Problem: The common practice of scraping off top-soil and compacting sub-soil to prepare a site for infrastructure negatively impacts soil physical, chemical, and biological properties. As a result, trees struggle to establish and thrive in these disturbed urban soils. To this end, we have established a compacted urban soil research plot at The Morton Arboretum to study remediation strategies for improving soils for urban trees.
Goals: The goals of the study are to examine the use of common soil amendments: wood chips, compost, compost tea, biological innoculant, and inorganic fertilizer for remediating a severely compacted urban soil for improving (1) soil quality and (2) growth and health of urban trees.
Methods: Top-soil removal and sub-soil compaction occurred in 2007. Trees (Acer rubrum and Betula nigra) and turf were planted on the 120 plots the following year. Treatments were applied beginning in 2008. Annual assessments of tree growth and soil physical, chemical, and biological properties were performed from 2007-2013. Upon completion of the study in 2013, trees were dug up and biomass in shoots and roots fractions were determined.

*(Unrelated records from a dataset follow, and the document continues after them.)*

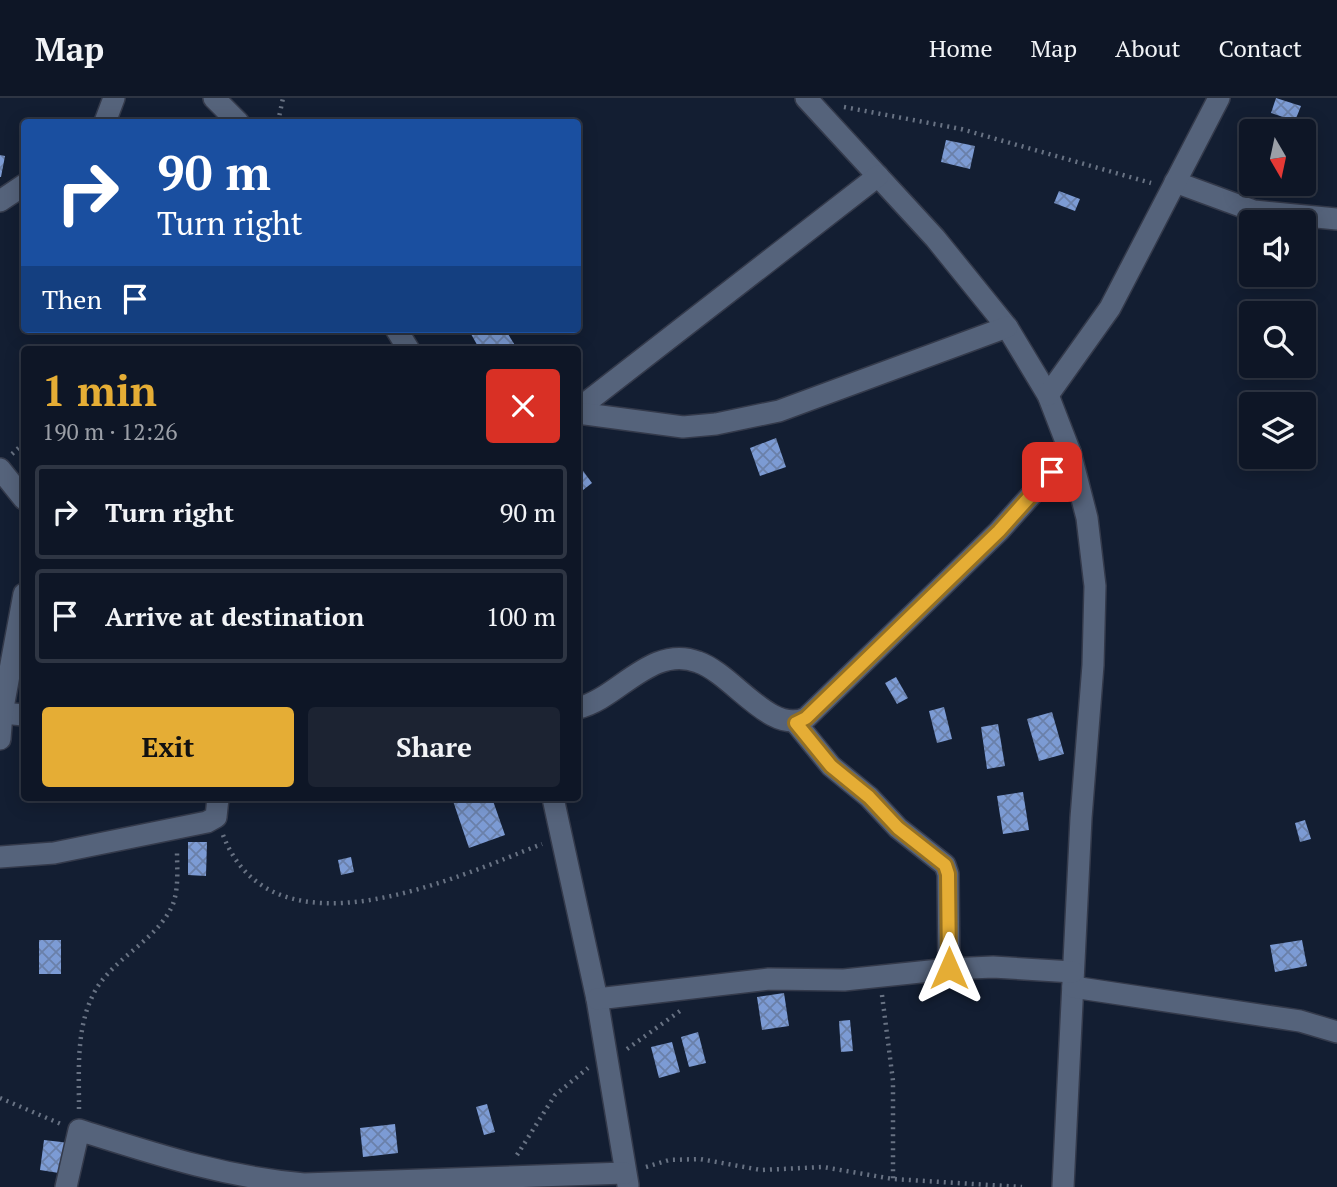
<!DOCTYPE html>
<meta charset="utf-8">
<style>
:root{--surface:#0e1626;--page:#1c2332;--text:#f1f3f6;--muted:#9b9fa7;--line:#2e3543;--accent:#e5ad35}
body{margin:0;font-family:"PT Serif",serif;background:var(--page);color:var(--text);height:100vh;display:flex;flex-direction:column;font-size:26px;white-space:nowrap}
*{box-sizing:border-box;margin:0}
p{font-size:23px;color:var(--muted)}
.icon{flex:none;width:38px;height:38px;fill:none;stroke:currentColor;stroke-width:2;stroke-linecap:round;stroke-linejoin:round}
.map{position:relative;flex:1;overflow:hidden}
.sheet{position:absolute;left:21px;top:248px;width:560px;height:455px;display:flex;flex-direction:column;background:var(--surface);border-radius:7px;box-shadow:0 4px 18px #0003,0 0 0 2px var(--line)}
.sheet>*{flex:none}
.hud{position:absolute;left:21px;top:21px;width:560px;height:214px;border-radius:7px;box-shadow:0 4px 18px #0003,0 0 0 2px var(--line);background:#1a4fa0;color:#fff;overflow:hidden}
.needle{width:46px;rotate:171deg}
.tools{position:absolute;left:1239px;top:21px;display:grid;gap:14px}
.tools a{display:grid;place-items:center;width:77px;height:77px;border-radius:7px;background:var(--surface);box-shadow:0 4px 18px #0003,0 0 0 2px var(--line);font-size:35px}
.pin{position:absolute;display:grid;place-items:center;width:60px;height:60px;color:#fff;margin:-30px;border-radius:14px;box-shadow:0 4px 10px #0006}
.me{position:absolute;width:77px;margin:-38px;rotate:0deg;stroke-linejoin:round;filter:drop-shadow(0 0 5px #0008)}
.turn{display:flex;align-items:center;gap:24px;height:147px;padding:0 21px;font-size:32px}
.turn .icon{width:91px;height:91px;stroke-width:2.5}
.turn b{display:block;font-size:49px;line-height:60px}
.then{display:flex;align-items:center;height:66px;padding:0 21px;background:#0003;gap:14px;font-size:26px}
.round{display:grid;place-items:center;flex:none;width:74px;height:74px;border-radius:7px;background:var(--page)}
.headline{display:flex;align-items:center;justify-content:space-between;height:119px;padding:0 21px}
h1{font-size:42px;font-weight:700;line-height:52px;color:var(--accent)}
.cta{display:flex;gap:14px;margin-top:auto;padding:14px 21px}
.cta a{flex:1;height:80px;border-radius:7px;background:var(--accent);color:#111;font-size:28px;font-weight:700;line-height:80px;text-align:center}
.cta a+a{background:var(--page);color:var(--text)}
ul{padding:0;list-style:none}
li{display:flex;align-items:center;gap:21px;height:94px;margin:0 14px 10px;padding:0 7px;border:4px solid var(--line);border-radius:7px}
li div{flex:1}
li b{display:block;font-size:26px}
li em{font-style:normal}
header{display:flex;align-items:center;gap:42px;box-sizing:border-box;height:98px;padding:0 35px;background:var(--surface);border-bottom:2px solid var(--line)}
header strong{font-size:33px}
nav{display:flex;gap:38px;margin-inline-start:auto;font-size:24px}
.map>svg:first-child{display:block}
</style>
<header>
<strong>Map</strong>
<nav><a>Home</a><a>Map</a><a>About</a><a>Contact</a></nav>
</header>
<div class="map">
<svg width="1337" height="1089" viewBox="0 0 1337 1089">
<defs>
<pattern id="building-cross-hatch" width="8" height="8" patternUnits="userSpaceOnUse" patternTransform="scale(1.75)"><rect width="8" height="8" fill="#7c9bd4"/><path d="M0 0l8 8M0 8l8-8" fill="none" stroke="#6a80a9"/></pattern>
</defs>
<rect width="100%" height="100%" fill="#131e32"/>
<!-- building -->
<g fill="url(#building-cross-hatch)">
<path d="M1276,0l25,8 -6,15 -24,-8z"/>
<path d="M946,42l29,6 -5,23 -29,-7z"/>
<path d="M0,57l5,1 -4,21h-1z"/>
<path d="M1059,93l21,8 -5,12 -21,-8z"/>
<path d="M480,231h25l11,18 -6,3h-30l-9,-16z"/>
<path d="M776,340l10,29 -26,9 -10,-28z"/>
<path d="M578,366l14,19 -14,11z"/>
<path d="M896,579l12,21 -11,6 -12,-21z"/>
<path d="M944,609l8,32 -15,4 -8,-32z"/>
<path d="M1052,614l12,42 -25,7 -12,-42z"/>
<path d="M998,626l7,42 -18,3 -6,-42z"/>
<path d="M1023,694l6,38 -26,4 -6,-38z"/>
<path d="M452,700h40l13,37 -36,13z"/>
<path d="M1305,722l6,19 -11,3 -5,-19z"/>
<path d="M188,744h19l-1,34 -18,-1z"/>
<path d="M351,759l3,15 -13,3 -3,-15z"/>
<rect x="39" y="842" width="22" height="34"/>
<path d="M1302,842l5,26 -32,6 -5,-27z"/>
<path d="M784,895l5,33 -27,4 -5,-33z"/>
<path d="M850,922l3,31 -12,1 -2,-31z"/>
<path d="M698,934l8,31 -17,4 -8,-30z"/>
<path d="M672,944l8,30 -21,6 -8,-31z"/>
<path d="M487,1006l8,28 -11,3 -8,-28z"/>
<path d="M395,1026l3,29 -35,4 -3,-29z"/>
<path d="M44,1042l26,3 -5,31 -25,-4z"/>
</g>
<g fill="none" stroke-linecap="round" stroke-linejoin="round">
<!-- street casing -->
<g stroke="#343a4b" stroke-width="24">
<g id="street">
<path d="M214,0l24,24"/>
<path d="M806,0l129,140 72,89 41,68 22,57 17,66 8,68 -2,79 -12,153 -18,369"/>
<path d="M105,24l9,-24"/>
<path d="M1175,84l79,29 83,8"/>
<path d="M0,103l24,-16"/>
<path d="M396,231l13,21"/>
<path d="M1048,297l62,-87 109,-210"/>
<path d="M578,311l300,-233"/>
<path d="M578,315l105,14 33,-3 63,-13 228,-84"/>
<path d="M0,371l24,30"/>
<path d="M578,610c40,-9 73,-64 120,-46 35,12 72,73 108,56l193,-187 71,-79"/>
<path d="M2,615l22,2"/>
<path d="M796,625l35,43 38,31 29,31 47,37 3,9 1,95"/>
<path d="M0,641l2,-26 22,-119"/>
<path d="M553,700l44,201 31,186"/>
<path d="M0,759l54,-4 153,-31 9,-5 2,-19"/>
<path d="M1073,889l227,34 37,11"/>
<path d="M597,901l172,-20 75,1 105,-11 44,-2 80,5"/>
<path d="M66,1089l13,-57c76,24 145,47 225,54l321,-11"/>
</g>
</g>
<!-- path -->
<g stroke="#687283" stroke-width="4.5" stroke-dasharray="2 5" stroke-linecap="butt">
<path d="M844,9l117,22 190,54"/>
<path d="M278,24l5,-24"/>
<path d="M12,356l12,-11"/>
<path d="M223,737c49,128 232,43 319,9"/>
<path d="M882,897l11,86v98"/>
<path d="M627,951l53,-38"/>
<path d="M0,1000l61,26"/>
<path d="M79,1011c0,-37 -3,-78 13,-112 17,-38 65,-55 81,-93 6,-17 4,-36 4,-53"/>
<path d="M517,1057l38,-60 33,-27"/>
<path d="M646,1069l23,-7 31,-1 61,11 62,-3 70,12 129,8"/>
</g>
<!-- street -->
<use href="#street" stroke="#55637b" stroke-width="21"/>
</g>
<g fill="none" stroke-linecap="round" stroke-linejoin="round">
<!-- route casing -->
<g stroke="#957022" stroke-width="18">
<path id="route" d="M949,870l-1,-94 -3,-9 -47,-37 -29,-31 -38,-31 -35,-43 10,-5 193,-187 53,-59"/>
</g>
<!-- route -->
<use href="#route" stroke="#e5ad35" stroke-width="12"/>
</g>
</svg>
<div class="tools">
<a><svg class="needle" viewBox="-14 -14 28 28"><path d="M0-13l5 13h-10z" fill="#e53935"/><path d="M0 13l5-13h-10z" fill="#9b9fa7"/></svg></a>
<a><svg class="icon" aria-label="sound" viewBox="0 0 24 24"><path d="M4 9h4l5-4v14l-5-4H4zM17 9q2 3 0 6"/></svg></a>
<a><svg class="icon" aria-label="search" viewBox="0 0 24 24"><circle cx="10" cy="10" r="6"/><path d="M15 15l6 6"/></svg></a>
<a><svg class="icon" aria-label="layers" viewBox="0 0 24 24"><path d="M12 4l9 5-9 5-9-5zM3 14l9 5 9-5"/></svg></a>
</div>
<div class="pin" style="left:1052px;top:374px;background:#d93025"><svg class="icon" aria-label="arrive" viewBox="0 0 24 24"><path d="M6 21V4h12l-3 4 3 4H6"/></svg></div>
<svg class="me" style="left:949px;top:870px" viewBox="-20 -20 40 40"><path d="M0-17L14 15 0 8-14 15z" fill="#e5ad35" stroke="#fff" stroke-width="4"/></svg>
<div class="hud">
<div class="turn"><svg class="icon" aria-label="right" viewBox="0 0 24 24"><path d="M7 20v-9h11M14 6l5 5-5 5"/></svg><div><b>90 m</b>Turn right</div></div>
<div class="then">Then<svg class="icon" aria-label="arrive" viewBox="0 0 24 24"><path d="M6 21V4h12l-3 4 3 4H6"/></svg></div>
</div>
<section class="sheet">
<div class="headline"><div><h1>1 min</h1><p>190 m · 12:26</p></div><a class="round" style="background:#d93025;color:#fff"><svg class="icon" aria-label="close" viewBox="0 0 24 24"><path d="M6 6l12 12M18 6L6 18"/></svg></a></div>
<ul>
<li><svg class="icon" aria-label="right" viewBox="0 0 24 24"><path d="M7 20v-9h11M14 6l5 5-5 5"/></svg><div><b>Turn right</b></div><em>90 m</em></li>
<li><svg class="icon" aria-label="arrive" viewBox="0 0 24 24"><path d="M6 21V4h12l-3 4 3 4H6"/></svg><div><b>Arrive at destination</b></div><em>100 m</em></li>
</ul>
<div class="cta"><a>Exit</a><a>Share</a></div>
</section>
</div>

Personnel: This research is led by Dr. Bryant Scharenbroch and Dr. Gary Watson (The Morton Arboretum). Research Assistants working on this project include Michelle Catania, Angela Hewitt, and Marvin Lo.
Funding: This research is funded by a grant from The Tree Research and Education Endowment Fund.
Scharenbroch, B.C. 2009. A Meta-analysis of studies in the Journal Arboriculture and Urban Forestry relating to organic materials and impacts on soil, tree, and environmental properties. Arboriculture and Urban Forestry. 35:221-231.